Beware the Ides of Fiesta!

By: Bill Whaley
14 July, 2014

Trangresion1Someone asked: Who are we today? Taosenos, we are a motley patchwork of violent people. Let us consider the facts.

While we were considering the Kit Carson Memorial Park and the “History of Violence” in Taos, lauding peace, and attempting to reconcile historic hostilities, the bloody headlines were being written by our vecinos. I never met a gang-banger or drug dealer who gave a damn about Popay, Kit Carson or Gov. Bent and Padre Martinez. Nor can I say or can anyone prove that the historic past turned a person into a vehicle of death. One could look closely, however, at the immediate family and his or her peer group i.e. at the incest, molestation, rape and murder, not to mention alcohol and drugs that are common at gatherings aqui en Taos.

A young woman has died, a man is in jail, charged with second-degree murder.

Left unsaid is the thing everyone knows. Lives were misdirected and resulted in a crime of passion due to unregulated drugs and drink. Weren’t the Mustang Murders, July 2003, the result of passions run amok, anger and retaliation, a crime that touched so many, and some went on to kill again? And, prior to the massacre, weren’t so many of the perps known to cops, judges, and district attorneys?

Here’s what Taosenos want, here’s what the survivors of homicide have said to me at the funerals and in private interviews. They want the officials to help with their kids when they ask for it. They don’t care about symbols like Kit Carson and the red willow. They want to stop the bleeding.

While the politically correct divert attention with stories about the past (I, as commentator, am guilty of said diversions), the nihilists exploit human weakness and continue to wreck havoc, due to universal appetites for escape from a “meaningless” world. Yes, we’ve heard about “Men Engaged in Non-violence” but you can’t stop a bullet with a “photo-op.” Public relations and advertising is a substitute for official action.

If the police did their follow up and the district attorney charged the politically connected with crimes, and if the community talked more about the need for therapeutic cures of kids and adults with “real health problems,” perhaps we would not begin, again, the week of Fiesta with headlines, featuring murderous acts.

As Yogi Berra said, “It’s déjà vu all over again.”

And those victims who died and those collective perps in prison or jail are not anonymous. They are vecinos. Many of us know the alleged pharmacist, who provides the painkiller in the latest instance He has suffered tragedy before, a suicide right in his own home by his own child. His bro recently retired from a career in law enforcement. We’re talking community tragedy here.

Now a Mother’s daughter is dead, her alleged murderer, a onetime prominent member of the community, is in jail but still commerce continues.

In the “Drug Ring Bust,” a case, despite the massive police dragnet that presented so many photo ops above the fold for The Taos News, recently got rejected. The Magistrate Judge, aghast, threw down and dismissed an alleged perpetrator in preliminary hearing, due to misrepresented evidence. If the DA can’t convict or find the daylight robbers of the Coop, how is he or she going to catch and convict alleged drug dealers without drugs, guns, and cash? A paper trail of checks and phone calls offers high-powered defense attorneys myriad opportunity to cannibalize the appetizers presented as evidence.
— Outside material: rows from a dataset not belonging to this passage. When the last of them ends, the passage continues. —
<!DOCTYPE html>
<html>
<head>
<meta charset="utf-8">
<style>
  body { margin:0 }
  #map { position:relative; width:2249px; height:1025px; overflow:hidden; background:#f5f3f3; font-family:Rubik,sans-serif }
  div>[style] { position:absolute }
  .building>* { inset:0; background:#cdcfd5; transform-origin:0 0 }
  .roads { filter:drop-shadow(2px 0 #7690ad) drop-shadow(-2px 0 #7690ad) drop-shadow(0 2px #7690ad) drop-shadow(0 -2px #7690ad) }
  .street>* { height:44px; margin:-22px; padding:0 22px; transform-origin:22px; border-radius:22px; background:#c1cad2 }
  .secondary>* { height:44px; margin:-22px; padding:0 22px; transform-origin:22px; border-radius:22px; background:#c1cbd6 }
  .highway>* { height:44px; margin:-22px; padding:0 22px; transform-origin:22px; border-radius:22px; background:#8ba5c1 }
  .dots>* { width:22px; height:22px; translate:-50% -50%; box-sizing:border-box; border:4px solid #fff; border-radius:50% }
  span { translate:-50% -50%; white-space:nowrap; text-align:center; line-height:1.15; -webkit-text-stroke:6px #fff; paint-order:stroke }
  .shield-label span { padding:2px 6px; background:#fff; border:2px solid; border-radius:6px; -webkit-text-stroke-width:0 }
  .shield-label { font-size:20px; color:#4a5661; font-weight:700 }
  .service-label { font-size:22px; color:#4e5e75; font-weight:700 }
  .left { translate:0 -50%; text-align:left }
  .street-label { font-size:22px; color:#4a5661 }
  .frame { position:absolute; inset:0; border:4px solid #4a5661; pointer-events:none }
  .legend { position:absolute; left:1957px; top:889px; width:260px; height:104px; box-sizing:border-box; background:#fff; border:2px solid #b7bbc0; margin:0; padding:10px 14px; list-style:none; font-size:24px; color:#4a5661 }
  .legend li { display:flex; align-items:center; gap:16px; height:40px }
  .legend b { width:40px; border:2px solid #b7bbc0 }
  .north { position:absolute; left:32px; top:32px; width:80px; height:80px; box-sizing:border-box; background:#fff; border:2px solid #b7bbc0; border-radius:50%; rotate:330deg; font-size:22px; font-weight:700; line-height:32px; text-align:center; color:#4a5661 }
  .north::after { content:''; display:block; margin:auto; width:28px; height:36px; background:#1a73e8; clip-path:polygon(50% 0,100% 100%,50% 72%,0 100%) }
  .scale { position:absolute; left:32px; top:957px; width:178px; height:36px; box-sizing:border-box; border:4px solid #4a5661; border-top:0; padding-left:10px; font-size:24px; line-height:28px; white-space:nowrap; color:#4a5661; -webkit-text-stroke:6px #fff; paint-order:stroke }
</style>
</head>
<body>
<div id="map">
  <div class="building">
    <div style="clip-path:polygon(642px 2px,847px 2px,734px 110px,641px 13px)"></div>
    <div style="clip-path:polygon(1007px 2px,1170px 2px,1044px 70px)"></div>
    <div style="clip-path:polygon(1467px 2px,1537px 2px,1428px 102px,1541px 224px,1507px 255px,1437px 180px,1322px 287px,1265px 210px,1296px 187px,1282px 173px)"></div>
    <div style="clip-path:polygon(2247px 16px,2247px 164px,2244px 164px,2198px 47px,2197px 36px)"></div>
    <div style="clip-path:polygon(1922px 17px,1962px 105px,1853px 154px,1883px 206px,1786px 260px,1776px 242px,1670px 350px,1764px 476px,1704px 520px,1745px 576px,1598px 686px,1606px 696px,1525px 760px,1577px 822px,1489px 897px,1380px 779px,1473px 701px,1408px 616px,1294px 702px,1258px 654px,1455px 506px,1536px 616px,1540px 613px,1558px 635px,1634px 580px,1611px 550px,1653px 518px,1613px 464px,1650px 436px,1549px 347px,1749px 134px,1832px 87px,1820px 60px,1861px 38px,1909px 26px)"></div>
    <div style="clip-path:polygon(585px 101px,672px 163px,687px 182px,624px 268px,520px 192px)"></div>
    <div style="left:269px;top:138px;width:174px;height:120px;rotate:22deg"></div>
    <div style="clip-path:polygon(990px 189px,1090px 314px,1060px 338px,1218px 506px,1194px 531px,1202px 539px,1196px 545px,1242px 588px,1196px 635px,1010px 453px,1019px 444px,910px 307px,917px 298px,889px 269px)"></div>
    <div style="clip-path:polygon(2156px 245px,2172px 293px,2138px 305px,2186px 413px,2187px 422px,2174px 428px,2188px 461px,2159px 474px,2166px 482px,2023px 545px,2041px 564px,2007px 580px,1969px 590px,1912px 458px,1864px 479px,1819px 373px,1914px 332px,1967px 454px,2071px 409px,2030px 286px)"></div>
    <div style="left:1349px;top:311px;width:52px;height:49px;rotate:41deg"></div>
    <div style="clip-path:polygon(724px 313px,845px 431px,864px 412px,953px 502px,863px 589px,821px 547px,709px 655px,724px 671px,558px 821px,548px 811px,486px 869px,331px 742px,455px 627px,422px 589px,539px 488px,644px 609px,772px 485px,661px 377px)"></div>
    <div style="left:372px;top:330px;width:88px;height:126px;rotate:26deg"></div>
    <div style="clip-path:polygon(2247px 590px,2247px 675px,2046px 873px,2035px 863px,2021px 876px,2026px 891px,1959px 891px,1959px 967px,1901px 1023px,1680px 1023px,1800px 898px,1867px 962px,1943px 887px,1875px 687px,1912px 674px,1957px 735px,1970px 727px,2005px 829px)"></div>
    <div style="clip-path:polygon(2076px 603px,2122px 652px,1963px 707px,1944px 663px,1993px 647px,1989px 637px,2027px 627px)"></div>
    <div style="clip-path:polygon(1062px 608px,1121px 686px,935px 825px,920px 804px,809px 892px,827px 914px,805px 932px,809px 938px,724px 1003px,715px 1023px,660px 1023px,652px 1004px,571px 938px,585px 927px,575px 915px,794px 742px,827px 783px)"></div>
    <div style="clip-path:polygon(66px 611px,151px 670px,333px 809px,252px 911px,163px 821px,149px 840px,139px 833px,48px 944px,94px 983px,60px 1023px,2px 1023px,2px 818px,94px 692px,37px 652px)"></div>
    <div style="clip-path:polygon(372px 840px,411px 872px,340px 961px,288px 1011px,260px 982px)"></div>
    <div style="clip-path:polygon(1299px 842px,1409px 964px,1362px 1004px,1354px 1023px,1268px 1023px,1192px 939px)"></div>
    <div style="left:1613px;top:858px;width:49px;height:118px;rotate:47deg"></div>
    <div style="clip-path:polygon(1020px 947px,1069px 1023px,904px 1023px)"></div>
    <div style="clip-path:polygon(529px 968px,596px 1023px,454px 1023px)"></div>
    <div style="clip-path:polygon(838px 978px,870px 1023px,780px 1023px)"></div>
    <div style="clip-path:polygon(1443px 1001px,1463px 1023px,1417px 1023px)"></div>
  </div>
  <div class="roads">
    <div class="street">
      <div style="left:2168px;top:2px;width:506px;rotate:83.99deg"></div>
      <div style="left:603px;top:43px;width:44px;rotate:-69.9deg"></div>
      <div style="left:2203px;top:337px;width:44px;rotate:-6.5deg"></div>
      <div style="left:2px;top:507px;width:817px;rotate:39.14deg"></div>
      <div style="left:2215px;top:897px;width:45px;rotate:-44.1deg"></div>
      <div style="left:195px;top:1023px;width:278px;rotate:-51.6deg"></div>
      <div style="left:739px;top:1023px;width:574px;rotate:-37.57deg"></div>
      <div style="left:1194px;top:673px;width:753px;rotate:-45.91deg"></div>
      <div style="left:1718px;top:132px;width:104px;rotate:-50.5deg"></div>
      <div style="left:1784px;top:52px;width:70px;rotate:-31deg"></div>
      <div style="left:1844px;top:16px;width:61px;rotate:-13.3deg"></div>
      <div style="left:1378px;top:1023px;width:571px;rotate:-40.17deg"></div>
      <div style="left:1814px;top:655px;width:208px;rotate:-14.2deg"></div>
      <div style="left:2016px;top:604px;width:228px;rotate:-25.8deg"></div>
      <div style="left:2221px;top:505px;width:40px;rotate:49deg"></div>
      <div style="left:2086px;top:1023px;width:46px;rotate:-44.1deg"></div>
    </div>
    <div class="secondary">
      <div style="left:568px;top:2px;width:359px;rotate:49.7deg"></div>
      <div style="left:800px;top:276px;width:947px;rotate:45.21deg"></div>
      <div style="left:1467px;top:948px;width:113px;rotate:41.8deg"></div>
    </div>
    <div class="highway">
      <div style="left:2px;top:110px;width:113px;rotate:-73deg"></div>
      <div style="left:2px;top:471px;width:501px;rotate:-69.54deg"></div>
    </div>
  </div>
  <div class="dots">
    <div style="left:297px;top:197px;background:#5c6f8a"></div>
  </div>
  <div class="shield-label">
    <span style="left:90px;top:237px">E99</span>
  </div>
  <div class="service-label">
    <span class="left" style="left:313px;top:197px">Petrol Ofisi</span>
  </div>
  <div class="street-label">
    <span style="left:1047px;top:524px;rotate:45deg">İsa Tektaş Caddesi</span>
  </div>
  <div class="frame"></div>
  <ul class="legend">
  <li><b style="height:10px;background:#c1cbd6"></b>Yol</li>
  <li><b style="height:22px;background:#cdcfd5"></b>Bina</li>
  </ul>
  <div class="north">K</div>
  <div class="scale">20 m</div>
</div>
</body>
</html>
During community meetings in 2003, elected officials said whatever you do, don’t blame your elected officials. Don’t blame law-enforcement or the judicial or the social service system. The grass wants to grow but the water in the acequia leaks into deeper  aquifers, while the Abeyta folk sink deeper wells. Still nobody can wave a wand and make it rain. It takes a community to raise this many homicides.

During that benchmark year, 2003, somewhere between 13 and 15 lives or more, were taken by homicidal acts or subject to charges of “suspicious” deaths. Call them crimes of passion delivered, neighbor upon neighbor. The perps and victims were largely members of just one ethnic group with an admixture of outlier strains.

Where was the bigotry and racism—except perhaps in the animus aimed at the bad Mexican, which began the Fiesta fray that year? Can you remember that far back? The names? The families? The relatives who suffered that day and the descendants of that day who killed again?

Can you wave a red willow and brush away a mother’s tears?